— Your objective —
From the entries that follow, gather each line holding the word "tools".

— Data —
──────

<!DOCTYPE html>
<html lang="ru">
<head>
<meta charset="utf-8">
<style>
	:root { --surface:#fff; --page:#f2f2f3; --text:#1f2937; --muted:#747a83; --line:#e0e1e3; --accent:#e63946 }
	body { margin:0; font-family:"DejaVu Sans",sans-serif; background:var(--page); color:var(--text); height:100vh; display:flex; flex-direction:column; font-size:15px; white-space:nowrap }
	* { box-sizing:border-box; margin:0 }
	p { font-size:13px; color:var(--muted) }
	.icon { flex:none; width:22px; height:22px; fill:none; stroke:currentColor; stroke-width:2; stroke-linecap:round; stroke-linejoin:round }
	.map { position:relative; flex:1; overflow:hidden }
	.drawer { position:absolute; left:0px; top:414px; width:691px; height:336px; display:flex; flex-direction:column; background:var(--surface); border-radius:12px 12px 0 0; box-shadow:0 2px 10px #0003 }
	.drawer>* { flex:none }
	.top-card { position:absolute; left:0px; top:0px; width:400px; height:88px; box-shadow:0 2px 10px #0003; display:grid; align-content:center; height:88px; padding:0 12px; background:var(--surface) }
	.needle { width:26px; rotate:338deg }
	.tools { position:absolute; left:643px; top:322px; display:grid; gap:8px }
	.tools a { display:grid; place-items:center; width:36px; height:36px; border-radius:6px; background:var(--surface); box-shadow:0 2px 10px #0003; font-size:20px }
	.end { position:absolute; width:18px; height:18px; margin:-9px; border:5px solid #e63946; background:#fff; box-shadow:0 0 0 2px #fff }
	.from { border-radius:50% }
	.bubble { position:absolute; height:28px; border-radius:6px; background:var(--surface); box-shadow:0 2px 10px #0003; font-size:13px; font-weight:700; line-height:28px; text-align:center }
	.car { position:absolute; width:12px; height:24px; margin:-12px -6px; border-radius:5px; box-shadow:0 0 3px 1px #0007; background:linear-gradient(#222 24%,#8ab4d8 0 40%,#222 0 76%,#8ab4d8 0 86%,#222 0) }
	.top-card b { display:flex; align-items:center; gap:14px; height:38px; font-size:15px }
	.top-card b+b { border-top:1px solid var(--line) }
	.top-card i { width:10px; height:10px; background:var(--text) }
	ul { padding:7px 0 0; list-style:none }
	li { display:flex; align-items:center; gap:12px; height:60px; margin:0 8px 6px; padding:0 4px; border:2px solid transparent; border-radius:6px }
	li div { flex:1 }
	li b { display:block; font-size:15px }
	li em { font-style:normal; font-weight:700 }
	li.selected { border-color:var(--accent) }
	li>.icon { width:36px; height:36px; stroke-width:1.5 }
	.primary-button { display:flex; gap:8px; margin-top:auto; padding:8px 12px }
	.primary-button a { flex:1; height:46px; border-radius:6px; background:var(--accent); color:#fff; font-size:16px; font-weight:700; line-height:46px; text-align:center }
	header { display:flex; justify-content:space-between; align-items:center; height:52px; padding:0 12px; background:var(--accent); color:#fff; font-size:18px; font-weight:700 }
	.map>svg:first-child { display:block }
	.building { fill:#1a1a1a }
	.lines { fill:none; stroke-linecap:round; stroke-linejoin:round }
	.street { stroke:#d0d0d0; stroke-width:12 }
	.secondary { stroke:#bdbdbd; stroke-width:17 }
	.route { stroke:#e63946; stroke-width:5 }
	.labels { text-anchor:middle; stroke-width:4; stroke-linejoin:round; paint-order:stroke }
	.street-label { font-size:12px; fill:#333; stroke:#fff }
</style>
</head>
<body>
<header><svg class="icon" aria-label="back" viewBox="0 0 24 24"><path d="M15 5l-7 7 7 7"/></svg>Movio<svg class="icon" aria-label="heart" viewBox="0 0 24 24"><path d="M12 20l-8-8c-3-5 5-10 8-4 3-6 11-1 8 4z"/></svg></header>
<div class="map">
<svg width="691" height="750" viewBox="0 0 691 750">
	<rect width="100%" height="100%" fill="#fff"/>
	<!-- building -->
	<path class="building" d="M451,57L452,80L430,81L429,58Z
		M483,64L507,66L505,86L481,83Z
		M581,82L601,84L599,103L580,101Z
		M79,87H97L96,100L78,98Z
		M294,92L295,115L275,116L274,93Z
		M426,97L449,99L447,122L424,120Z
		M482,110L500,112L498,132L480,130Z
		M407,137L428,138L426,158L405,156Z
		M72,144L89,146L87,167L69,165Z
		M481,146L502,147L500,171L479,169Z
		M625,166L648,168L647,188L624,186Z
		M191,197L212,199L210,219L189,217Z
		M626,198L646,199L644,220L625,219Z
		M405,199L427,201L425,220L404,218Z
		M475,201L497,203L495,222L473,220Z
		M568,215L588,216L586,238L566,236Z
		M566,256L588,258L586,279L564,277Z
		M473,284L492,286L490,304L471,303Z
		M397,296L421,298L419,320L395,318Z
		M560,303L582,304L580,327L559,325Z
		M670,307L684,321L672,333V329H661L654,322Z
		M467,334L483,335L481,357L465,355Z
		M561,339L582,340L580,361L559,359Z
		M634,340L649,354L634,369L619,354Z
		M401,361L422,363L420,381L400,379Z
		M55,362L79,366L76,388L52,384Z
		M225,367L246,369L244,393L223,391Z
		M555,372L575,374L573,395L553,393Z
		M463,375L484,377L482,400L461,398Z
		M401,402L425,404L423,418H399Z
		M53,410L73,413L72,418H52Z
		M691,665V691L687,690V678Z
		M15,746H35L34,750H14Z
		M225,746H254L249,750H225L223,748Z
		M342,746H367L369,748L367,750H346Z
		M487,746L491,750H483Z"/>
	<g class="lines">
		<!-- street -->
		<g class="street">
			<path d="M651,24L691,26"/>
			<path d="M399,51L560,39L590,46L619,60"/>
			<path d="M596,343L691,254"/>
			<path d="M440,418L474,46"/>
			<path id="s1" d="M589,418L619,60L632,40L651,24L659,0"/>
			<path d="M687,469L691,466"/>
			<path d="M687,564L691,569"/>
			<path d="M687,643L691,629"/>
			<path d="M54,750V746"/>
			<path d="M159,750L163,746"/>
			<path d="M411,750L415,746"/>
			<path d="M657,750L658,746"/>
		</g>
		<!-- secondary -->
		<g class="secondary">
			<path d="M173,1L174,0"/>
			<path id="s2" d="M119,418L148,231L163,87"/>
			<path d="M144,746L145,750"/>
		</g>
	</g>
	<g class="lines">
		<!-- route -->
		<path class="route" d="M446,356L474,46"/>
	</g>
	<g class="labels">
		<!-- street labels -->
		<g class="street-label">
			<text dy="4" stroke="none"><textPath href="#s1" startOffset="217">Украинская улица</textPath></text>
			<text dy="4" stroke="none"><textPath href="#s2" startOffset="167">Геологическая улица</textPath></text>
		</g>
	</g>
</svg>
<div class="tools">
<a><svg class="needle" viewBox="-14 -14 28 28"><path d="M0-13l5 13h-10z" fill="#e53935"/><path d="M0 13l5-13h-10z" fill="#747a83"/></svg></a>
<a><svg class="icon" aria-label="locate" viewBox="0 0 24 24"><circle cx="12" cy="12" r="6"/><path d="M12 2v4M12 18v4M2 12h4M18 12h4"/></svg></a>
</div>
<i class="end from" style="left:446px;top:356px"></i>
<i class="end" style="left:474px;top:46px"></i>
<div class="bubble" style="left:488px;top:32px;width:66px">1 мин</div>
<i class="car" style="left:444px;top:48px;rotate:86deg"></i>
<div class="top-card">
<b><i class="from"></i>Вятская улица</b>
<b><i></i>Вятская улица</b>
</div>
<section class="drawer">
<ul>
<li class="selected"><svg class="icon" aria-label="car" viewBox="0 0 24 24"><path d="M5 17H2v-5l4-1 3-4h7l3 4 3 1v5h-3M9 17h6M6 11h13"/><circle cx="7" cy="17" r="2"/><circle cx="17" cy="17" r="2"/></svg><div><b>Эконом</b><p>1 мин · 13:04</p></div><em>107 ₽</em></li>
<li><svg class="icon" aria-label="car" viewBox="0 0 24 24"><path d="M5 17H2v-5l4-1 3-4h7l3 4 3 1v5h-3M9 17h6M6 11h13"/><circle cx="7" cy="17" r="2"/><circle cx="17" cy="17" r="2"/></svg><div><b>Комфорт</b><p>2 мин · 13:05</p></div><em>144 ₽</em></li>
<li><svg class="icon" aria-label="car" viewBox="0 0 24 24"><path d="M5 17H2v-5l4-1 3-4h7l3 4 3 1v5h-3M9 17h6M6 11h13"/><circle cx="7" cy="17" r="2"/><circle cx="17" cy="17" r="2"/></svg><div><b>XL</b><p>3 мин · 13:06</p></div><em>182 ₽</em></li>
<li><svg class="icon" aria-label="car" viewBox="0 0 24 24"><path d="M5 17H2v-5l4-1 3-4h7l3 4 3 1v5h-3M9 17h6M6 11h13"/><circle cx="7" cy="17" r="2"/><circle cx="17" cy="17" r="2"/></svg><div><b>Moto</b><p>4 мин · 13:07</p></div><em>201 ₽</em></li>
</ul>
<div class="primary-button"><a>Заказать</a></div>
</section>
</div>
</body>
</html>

──────

— Exercise result —
	.tools { position:absolute; left:643px; top:322px; display:grid; gap:8px }
	.tools a { display:grid; place-items:center; width:36px; height:36px; border-radius:6px; background:var(--surface); box-shadow:0 2px 10px #0003; font-size:20px }
<div class="tools">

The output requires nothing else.